Prompt:
Give the number of lines in the entries below that hold "limit", with no accompanying words.

Extracted entries:
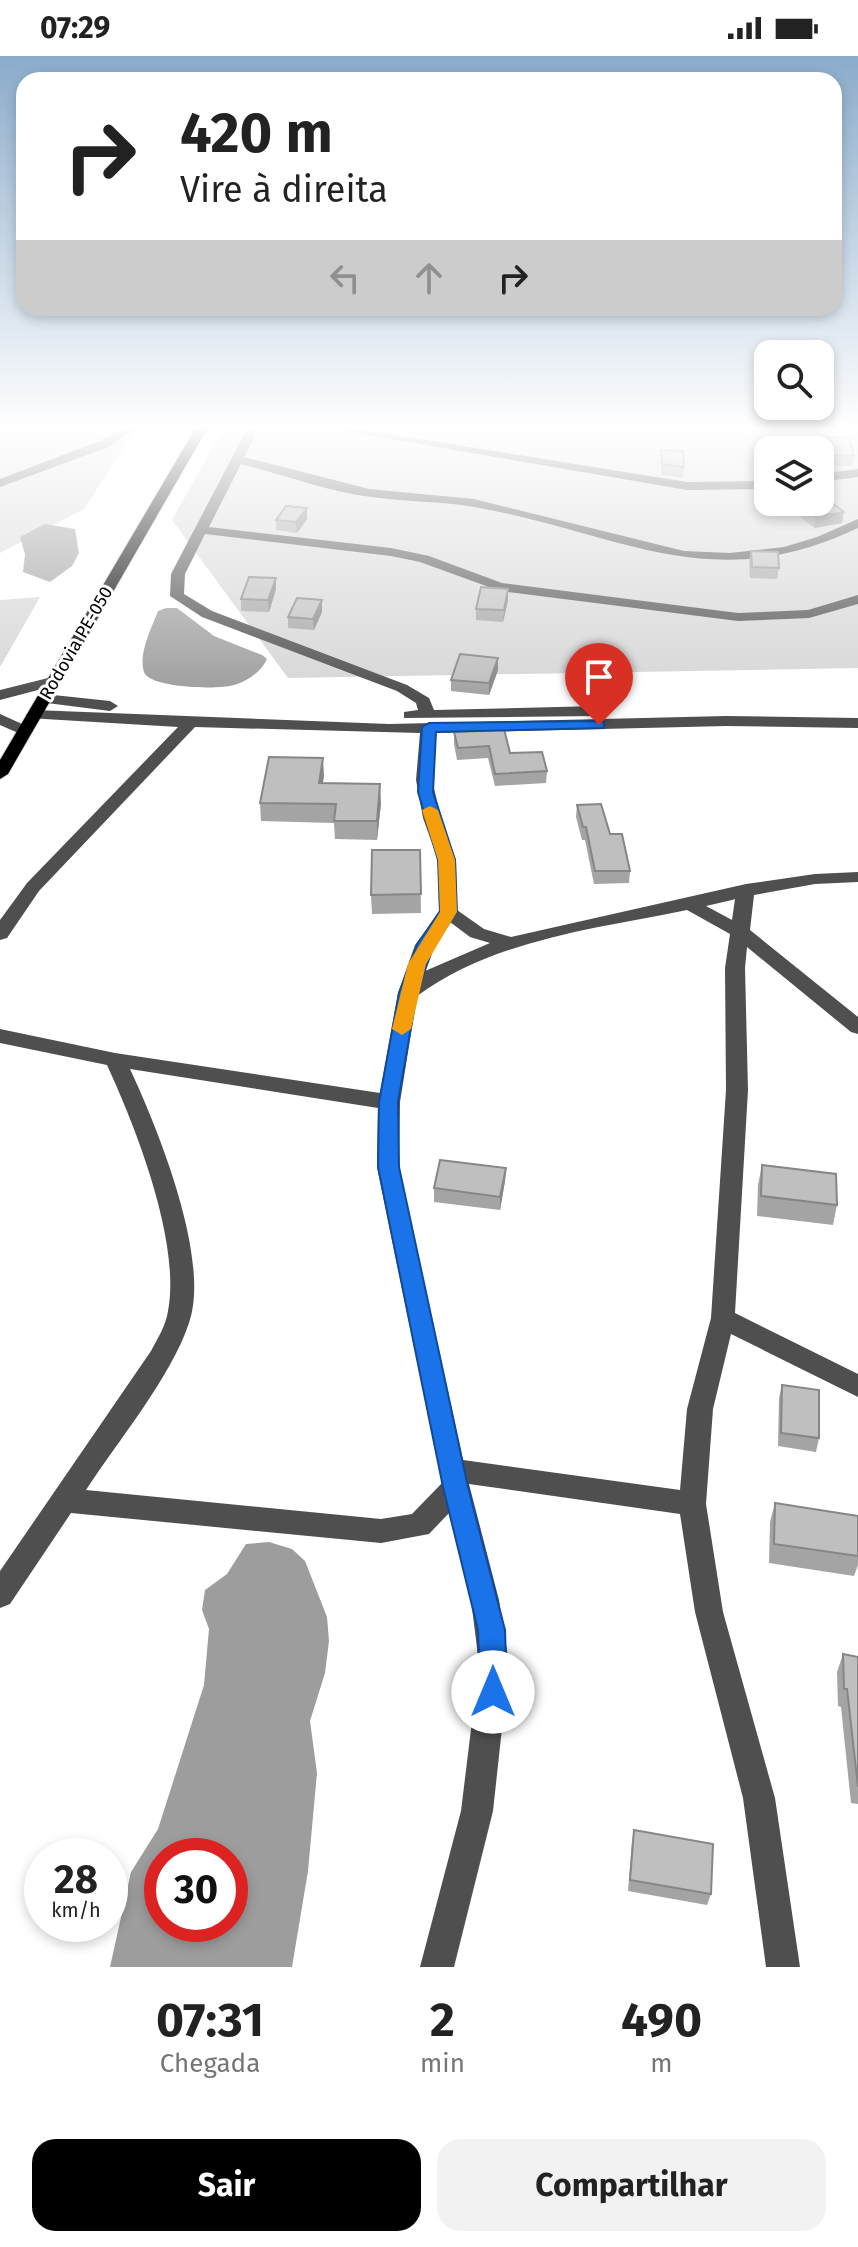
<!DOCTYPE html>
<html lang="pt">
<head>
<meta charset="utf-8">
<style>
  body { margin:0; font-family:"Fira Sans",sans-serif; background:#f2f2f2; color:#222; height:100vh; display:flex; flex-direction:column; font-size:30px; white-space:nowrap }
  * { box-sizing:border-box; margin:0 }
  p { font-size:26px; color:#767676 }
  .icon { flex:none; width:44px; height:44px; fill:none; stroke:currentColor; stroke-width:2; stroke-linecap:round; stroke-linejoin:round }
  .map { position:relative; height:1911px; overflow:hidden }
  .side { display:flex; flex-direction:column; background:#fff; flex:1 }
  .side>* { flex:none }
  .banner { position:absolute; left:16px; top:16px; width:826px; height:244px; border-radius:24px; box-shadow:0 4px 12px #0003; background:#fff; color:#222; overflow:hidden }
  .tools { position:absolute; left:754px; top:284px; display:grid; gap:16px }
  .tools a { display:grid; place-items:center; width:80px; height:80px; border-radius:16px; background:#fff; box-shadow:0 4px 12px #0003; font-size:40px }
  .speed { position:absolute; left:24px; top:1782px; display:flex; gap:16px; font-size:40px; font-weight:700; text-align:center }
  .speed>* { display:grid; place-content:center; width:104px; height:104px; border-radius:50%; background:#fff; box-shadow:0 4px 12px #0003; line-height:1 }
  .speed small { font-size:20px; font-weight:400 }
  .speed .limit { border:12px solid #d22; background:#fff; color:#111 }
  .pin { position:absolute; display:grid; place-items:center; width:68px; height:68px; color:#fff; margin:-82px -34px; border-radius:50% 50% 50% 0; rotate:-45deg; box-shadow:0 0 8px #0007 }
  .pin .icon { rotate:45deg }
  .me { position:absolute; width:88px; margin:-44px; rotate:0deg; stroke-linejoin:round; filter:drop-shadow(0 0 6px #0008) }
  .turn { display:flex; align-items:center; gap:28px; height:168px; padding:0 32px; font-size:36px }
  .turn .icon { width:104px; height:104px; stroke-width:2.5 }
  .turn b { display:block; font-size:56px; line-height:68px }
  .lanes { display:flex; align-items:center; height:76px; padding:0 32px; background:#0003; justify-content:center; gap:40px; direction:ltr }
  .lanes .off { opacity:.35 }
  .eta { display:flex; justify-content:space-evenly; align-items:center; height:136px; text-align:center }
  .eta b { font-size:48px; font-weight:700; line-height:56px }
  .primary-button { display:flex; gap:16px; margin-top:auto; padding:16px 32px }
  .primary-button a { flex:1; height:92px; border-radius:24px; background:#000; color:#fff; font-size:32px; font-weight:700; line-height:92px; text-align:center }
  .primary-button a+a { background:#f2f2f2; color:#222 }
  .status { display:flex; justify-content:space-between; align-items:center; height:56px; padding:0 40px; background:#fff; direction:ltr }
  .status svg { height:22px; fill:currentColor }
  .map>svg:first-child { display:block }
</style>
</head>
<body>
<div class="status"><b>07:29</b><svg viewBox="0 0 49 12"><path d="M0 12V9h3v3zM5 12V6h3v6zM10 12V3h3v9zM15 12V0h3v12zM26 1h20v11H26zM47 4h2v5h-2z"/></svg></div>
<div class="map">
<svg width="858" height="1911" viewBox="0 0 858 1911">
  <rect width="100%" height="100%" fill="#fff"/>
  <g fill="#d6d6d6" fill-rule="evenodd">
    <polygon points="0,373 135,373 84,453 0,497"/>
    <path d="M223,373H858V612L288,622L172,464ZM768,394H820V446H768Z"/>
    <polygon points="40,541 0,611 0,544"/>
  </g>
  <g fill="#9d9d9d" fill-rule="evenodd">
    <polygon points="45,468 75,473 79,497 72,510 50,526 23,516 25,498 20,481"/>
    <path d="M166,552H177L214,580L262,599L267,603C261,616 248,625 234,629C218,634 149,632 144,616C138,598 152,571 158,555Z"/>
    <path d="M269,1486L292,1493L305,1505L327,1561L329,1585L325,1617L310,1665L317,1717L308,1815L292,1911H110L131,1816L158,1773L204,1629L209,1573L202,1554L205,1534L227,1518L246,1488ZM162,1800H230V1868H162Z"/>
  </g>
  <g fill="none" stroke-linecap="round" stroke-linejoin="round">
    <g stroke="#dbdbdb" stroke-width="2">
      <polygon id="major" points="195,373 207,373 8,718 0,723 0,704"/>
    </g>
    <g fill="#4f4f4f" fill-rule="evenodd">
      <polygon points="122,373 136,373 108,391 0,431 0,423 100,385"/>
      <path d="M247,373H259L244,401L369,433L474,443L684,495L730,497L784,491L817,481L858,463V472C709,543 619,476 474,451C440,445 405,446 371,441C327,435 284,419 241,408L209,471L391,492L429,500L502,527L738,557L808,554L858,539V548L809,562L738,565L500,535L420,506L391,500L205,478L185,518L184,538L212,555L407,629L429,642L434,654L598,650L606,655L598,660L404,662V656L418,654L416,647L397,635L202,561L170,540L171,518Z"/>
      <polygon points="332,373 357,373 687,426 768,425 768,433 687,434"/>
      <polygon points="858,413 858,421 820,426 820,418"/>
      <polygon points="52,621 60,626 57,629 0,644 0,634"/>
      <polygon points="44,638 110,645 118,650 110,655 39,646 36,643"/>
      <path d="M34,654L389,668L726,660L858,662V672L726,670L436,677L432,724L441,762L456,804L457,854L484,873L511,881L746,828L815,818L858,816V826L815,828L754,839L750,874L858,961V978L851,976L747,891L745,912L748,1034L735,1257L858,1318V1341L731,1278L713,1353L706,1448L723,1556L775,1742L800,1911H766L743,1742L695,1556L680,1458L469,1428L499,1544L509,1608L493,1755L454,1911H420L461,1755L479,1608L471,1544L449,1457L429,1478L381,1487L71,1457L10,1548L0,1552V1515L151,1295C158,1282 166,1269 168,1255C181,1186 136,1072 107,1009L0,987V973L115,997L380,1037L398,937L415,889L439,856L438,804L423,762L416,724L420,677L195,671L39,835L7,882L0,884V864L27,827L178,671L28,662L26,659ZM735,843L732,864L706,850L732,844ZM687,854L730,878L725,912L726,1034L711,1262L687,1353L680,1434L463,1404L399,1111L400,1046L417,940C495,883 595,873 687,854ZM450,866L470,881L490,887L425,915L434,889ZM130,1013L378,1052L377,1111L442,1427L412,1458L381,1463L86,1434C118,1385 171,1321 189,1267C211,1203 158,1073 130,1013Z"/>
      <polygon points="0,658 31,672 33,675 25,680 0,669"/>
    </g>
    <use href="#major" fill="#000" fill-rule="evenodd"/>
  </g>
  <g fill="#a4a4a4">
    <polygon points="477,373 498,373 497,379 477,379"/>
    <polygon points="820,381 854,400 852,410 822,409 820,394 819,394 818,391"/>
    <polygon points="661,394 684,411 683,422 661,419"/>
    <polygon points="782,446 820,446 842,467 814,472"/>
    <polygon points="307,452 307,463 297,477 276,474 276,464"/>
    <polygon points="751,495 779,512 777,523 750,522 749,506"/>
    <polygon points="276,522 276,533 269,556 241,555 241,543"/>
    <polygon points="508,533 508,544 503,566 476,564 476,553"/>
    <polygon points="322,556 314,574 288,572 288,561"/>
    <polygon points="498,614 489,639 451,635 451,624"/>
    <polygon points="454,676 510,697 547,715 546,727 495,730 488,702 457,704 454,688"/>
    <polygon points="324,720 322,727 381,747 377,784 335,783 334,767 261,765 260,747"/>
    <polygon points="577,749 610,778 630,815 629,827 594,828 585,784 582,784 576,761"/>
    <polygon points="420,794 421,857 372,858 371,839"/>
    <polygon points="762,1109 837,1149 833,1169 757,1160 758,1129"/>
    <polygon points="506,1112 505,1125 500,1154 434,1146 434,1132"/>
    <polygon points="782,1329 819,1382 816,1396 778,1390 779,1342"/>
    <polygon points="775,1447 858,1460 858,1509 854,1520 769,1507 770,1466"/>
    <polygon points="843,1598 858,1601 858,1748 851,1747 841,1651 838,1650 837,1616"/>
    <polygon points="634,1774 711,1838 707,1849 628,1835 632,1785"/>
  </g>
  <g fill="#868686">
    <polygon points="307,452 307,463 297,477 296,466"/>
    <polygon points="844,456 842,467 814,472 816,461"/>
    <polygon points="276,522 276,533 269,556 268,544"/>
    <polygon points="508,533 508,544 503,566 504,554"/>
    <polygon points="322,544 322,556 314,574 313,563"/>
    <polygon points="498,602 498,614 489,639 489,627"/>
    <polygon points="323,702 324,720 320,746 319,727"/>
    <polygon points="380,728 381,747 377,784 377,765"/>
    <polygon points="506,1112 505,1125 500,1154 500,1141"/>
  </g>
  <g fill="#bfbfbf" stroke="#868686" stroke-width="2">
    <polygon points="820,381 849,382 854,400 824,399"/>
    <polygon points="661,394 683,395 684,411 662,408"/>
    <polygon points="820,438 844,456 816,461 797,446 820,446"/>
    <polygon points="286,450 307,452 296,466 276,464"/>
    <polygon points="751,495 778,496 779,512 752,511"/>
    <polygon points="249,521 276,522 268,544 241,543"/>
    <polygon points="481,531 508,533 504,554 476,553"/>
    <polygon points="297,542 322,544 313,563 288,561"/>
    <polygon points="460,598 498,602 489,627 451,624"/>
    <polygon points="504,673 510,697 542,696 547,715 495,718 489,690 458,692 454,676"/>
    <polygon points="269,701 323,702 319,727 380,728 377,765 334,765 336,748 260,747"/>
    <polygon points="601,748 610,778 622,778 630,815 595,815 586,771 583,771 577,749"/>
    <polygon points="372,794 420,794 421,838 371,839"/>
    <polygon points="440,1104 506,1112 500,1141 434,1132"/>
    <polygon points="762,1109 836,1118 837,1149 761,1140"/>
    <polygon points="782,1329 819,1334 819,1382 781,1377"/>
    <polygon points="775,1447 858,1460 858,1500 774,1488"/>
    <polygon points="843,1598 858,1601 858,1731 847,1633 844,1633"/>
    <polygon points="634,1774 713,1788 711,1838 630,1824"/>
  </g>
  <linearGradient id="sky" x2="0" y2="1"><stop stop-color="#8aabca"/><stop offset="0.58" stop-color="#fff"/><stop offset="1" stop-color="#fff" stop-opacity="0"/></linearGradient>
  <rect width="858" height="640" fill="url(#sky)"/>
  <polygon fill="#1a73e8" stroke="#114b97" stroke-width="2" points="599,665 604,666 604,672 436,676 433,736 455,804 457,856 434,889 417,937 398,1046 399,1111 468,1431 505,1574 507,1636 503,1645 493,1649 484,1645 480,1636 478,1574 443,1431 378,1111 379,1046 399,937 417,889 440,855 438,804 418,736 422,671 429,667"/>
  <polygon fill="#f59e0b" points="430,750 438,754 455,804 457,856 426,908 411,973 402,979 392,973 408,908 440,856 438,804 422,754"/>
  <g text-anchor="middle" stroke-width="6" stroke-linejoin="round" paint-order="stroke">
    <g font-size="18" fill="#000" stroke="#fff">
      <text transform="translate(76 587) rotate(-60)" y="6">Rodovia PE-050</text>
    </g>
  </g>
</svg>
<div class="tools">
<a><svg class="icon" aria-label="search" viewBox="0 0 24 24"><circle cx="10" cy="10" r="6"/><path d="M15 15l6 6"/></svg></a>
<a><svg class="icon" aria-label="layers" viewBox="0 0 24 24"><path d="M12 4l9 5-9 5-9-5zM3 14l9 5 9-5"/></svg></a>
</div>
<div class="speed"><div>28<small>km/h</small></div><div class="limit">30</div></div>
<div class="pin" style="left:599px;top:669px;background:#d93025"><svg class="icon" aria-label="arrive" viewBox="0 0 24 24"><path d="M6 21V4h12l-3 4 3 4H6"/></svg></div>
<svg class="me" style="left:493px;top:1636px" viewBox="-20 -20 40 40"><circle r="19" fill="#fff"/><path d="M0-13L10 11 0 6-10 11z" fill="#1a73e8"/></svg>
<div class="banner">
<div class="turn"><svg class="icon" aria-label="right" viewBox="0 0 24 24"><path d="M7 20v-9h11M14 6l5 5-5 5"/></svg><div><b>420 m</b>Vire à direita</div></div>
<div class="lanes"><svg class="icon off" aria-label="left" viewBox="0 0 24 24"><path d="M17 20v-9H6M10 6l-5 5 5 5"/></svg><svg class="icon off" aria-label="ahead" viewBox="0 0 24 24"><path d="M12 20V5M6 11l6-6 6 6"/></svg><svg class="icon" aria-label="right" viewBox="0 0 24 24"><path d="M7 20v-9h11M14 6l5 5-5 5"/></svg></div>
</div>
</div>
<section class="side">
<div class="eta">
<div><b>07:31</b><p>Chegada</p></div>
<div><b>2</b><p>min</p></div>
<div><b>490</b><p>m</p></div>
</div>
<div class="primary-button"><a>Sair</a><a>Compartilhar</a></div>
</section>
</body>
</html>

Written solution:
2